Should Marriage Matter?
Ira Mark Ellman
Arizona State University College of Law; Arizona State University (ASU) - Department of Psychology; Center for the Study of Law and Society, Berkeley Law, University of California, Berkeley
Sanford L. Braver
Arizona State University (ASU) - Department of Psychology
December 9, 2011
This chapter from a forthcoming book brings together data from a series of empirical studies that ask a sample of American citizens about the legal obligations intimate partners should have to one another, when their relationship ends. (Ellman, Braver, & MacCoun 2009; Ellman, Braver, & MacCoun 2012; Ellman & Braver 2011; Ellman & Braver 2012). In particular, it draws together findings on the impact that a couple's marital status has on our respondents' views. In addition, this chapter reports for the first time on findings from another study in this same series that examined respondent views about the impact a couple's marital status should have on the allocation of their property at the termination of their relationship.

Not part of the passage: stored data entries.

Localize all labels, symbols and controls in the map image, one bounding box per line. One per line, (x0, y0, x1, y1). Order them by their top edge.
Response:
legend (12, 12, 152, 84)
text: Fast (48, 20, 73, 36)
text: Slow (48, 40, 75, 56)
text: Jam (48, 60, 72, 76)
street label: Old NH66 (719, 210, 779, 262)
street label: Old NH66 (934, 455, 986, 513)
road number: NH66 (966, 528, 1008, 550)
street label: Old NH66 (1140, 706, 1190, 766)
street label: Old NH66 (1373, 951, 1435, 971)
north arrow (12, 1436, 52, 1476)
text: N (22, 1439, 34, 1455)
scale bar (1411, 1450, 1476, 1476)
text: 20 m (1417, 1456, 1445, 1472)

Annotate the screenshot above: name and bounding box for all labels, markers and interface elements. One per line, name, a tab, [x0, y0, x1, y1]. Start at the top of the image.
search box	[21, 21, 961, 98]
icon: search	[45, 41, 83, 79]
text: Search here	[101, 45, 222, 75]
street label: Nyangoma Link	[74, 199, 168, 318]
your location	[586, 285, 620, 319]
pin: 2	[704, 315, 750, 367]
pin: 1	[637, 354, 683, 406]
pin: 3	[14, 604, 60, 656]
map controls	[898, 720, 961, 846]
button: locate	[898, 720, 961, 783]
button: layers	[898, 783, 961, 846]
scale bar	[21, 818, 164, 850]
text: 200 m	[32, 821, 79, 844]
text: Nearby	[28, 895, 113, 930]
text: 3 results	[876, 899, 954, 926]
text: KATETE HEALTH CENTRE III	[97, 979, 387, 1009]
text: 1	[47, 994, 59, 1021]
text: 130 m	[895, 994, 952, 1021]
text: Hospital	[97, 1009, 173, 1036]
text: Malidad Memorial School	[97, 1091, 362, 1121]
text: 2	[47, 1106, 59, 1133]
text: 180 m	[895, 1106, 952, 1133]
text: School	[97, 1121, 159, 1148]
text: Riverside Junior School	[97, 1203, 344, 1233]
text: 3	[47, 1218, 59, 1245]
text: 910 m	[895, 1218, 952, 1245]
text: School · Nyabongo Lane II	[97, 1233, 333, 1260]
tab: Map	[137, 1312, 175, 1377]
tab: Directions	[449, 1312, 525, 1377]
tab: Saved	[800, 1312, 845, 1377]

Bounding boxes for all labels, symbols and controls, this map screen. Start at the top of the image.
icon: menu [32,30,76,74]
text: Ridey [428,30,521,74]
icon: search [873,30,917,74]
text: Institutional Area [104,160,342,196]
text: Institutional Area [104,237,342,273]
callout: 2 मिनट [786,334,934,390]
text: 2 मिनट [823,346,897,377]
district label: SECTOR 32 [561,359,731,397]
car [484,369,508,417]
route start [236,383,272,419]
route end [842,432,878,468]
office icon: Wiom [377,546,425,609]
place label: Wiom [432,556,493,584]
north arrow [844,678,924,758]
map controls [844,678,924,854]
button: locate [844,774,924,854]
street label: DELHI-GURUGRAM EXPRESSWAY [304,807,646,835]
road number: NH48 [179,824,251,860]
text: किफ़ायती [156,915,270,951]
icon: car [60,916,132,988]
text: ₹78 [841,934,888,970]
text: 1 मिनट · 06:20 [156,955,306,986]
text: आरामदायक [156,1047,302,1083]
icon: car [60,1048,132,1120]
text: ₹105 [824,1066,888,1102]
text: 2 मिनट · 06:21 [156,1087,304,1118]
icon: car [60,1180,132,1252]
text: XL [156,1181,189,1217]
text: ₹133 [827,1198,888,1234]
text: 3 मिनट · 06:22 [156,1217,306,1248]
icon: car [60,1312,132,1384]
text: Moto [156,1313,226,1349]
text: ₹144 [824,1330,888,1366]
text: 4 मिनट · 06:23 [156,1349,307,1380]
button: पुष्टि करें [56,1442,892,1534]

These data reveal that while Americans certainly give marriage weight in thinking about obligations between adult partners, they do not give it the overarching weight it often receives in American law. They do care about marital status, but they care more about financial inequality and about children. They view marriage as a relevant factor but not as a qualifying condition, and believe intimate partners can acquire legal obligations to one another without marriage as well as from marriage.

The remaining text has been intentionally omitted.